◆ **Work order**: Write out, exactly as they appear, only the lines running from the line with "g.fill(dot);" to the final line of the listing; include both.
**** Given records
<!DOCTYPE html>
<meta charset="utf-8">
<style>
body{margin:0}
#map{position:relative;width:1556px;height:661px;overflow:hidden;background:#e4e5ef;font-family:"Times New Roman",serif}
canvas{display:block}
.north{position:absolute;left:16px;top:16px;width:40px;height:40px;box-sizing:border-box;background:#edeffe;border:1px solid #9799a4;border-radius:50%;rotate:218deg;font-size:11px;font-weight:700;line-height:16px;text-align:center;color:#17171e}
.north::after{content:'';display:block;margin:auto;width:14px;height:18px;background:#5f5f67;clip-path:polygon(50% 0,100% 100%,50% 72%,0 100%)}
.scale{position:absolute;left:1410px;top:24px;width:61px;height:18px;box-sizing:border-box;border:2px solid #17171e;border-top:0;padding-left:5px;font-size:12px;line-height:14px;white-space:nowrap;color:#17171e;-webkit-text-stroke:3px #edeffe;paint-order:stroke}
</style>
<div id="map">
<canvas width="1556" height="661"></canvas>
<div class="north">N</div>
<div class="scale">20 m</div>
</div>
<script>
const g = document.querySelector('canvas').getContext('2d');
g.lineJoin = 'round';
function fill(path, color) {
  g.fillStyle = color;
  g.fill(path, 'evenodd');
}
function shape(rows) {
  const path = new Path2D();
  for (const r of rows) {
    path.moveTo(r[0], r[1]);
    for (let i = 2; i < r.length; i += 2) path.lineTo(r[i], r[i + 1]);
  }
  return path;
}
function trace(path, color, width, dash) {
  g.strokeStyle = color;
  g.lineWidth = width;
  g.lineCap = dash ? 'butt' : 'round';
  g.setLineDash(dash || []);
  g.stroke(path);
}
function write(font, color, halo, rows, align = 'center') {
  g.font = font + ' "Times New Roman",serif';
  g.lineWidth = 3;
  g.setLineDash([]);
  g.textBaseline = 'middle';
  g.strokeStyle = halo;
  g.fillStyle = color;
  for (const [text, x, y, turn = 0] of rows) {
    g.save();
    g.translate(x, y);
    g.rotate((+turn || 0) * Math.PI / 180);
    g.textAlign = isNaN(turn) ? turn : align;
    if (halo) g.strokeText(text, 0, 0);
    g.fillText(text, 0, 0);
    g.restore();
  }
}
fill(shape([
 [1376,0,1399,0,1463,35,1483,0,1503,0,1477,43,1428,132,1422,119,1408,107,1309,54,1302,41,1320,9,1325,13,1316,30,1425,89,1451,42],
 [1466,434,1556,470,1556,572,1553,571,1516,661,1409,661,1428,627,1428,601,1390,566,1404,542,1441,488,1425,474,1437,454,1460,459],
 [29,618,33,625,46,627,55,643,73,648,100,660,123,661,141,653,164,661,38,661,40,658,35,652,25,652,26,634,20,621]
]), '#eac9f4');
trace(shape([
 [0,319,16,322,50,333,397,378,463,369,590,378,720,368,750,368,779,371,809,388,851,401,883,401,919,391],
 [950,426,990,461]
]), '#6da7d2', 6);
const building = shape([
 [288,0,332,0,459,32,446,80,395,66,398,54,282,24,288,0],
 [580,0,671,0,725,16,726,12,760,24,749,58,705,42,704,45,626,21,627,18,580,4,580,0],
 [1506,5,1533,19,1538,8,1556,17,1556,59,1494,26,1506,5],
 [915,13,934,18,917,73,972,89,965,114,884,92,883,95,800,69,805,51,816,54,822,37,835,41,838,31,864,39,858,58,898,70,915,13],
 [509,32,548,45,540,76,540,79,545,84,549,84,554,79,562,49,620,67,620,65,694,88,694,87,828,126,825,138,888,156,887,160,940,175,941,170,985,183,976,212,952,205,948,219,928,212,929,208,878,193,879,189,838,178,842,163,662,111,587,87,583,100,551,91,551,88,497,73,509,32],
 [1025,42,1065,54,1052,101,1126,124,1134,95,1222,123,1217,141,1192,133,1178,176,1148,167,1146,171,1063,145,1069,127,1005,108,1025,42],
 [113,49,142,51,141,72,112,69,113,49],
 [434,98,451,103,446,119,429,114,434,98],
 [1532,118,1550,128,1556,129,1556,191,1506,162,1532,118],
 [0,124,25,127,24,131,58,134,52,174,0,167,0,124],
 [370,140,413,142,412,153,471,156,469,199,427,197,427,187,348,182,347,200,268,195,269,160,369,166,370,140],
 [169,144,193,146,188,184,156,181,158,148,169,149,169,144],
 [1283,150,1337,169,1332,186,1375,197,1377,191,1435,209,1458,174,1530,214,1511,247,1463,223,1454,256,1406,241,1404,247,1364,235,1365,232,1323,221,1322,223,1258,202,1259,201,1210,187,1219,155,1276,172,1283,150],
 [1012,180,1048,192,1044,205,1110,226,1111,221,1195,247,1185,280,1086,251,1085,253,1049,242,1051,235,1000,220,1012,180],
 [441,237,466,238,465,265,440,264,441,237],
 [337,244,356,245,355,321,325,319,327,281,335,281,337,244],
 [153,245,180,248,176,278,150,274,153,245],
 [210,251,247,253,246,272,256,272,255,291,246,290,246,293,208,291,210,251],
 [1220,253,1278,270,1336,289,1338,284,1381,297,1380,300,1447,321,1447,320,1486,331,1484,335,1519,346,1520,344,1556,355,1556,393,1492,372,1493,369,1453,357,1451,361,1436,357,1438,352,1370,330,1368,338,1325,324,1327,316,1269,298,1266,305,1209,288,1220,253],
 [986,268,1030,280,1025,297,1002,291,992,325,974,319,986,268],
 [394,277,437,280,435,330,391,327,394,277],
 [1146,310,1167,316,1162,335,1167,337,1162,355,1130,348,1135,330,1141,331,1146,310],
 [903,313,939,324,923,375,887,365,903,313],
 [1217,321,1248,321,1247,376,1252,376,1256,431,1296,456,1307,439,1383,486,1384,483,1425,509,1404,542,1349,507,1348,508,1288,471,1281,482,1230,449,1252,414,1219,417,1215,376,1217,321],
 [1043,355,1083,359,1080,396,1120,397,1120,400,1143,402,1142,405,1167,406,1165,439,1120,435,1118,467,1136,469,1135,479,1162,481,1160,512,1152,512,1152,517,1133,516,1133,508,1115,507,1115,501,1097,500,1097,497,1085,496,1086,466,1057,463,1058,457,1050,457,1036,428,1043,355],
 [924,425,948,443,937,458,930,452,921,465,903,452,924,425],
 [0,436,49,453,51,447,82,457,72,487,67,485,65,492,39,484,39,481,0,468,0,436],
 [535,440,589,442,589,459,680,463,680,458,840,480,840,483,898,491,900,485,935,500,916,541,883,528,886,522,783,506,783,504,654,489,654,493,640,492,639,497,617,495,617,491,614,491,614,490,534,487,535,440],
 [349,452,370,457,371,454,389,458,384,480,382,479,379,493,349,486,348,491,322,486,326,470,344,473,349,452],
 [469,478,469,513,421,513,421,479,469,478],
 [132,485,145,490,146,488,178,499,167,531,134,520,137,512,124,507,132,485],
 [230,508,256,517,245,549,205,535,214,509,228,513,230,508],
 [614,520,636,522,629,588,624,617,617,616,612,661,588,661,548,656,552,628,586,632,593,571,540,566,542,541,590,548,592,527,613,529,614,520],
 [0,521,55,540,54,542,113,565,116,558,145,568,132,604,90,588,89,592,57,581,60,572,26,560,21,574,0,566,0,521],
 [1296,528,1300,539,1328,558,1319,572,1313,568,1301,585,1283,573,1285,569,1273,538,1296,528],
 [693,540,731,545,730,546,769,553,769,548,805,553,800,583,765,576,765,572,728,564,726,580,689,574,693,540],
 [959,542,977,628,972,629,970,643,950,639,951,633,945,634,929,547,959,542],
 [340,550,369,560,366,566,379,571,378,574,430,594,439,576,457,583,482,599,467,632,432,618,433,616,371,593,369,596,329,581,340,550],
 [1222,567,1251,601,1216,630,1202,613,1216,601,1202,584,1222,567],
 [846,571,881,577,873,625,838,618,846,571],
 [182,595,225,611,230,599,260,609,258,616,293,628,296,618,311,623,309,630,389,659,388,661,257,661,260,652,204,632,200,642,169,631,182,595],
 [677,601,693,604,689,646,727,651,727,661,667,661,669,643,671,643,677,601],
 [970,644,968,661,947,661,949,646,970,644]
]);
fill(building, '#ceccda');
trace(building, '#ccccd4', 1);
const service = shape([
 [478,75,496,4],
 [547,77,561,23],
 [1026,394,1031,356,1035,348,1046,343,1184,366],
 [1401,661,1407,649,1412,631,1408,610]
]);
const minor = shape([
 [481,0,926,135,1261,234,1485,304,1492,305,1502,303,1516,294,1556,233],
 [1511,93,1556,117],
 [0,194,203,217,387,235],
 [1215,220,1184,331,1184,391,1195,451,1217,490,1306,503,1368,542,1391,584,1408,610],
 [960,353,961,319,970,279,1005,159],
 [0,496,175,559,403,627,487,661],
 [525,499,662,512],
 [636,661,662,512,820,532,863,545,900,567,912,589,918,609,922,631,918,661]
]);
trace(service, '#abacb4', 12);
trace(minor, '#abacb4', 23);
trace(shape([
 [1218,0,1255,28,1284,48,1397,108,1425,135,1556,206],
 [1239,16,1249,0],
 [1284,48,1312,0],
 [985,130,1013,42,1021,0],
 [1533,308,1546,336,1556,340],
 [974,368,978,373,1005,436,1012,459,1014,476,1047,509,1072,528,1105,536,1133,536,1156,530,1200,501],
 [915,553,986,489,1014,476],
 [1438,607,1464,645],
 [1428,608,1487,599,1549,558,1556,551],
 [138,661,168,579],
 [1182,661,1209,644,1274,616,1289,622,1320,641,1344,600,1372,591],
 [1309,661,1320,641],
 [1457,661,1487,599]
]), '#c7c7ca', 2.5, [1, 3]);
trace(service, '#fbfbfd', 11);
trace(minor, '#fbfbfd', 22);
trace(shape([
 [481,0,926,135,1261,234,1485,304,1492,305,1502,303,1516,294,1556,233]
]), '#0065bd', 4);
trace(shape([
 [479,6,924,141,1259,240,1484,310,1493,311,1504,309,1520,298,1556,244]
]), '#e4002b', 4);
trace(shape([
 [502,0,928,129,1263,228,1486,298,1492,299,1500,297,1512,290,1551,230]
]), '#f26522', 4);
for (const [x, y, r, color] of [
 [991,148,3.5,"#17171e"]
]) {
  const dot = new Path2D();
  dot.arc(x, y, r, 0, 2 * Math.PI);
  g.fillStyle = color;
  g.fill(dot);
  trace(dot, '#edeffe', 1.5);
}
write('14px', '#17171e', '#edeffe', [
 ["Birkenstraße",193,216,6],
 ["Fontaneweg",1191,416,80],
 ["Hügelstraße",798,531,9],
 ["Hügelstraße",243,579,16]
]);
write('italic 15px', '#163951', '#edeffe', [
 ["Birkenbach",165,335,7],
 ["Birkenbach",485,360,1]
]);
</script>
********
◆ **Result**:
  g.fill(dot);
  trace(dot, '#edeffe', 1.5);
}
write('14px', '#17171e', '#edeffe', [
 ["Birkenstraße",193,216,6],
 ["Fontaneweg",1191,416,80],
 ["Hügelstraße",798,531,9],
 ["Hügelstraße",243,579,16]
]);
write('italic 15px', '#163951', '#edeffe', [
 ["Birkenbach",165,335,7],
 ["Birkenbach",485,360,1]
]);
</script>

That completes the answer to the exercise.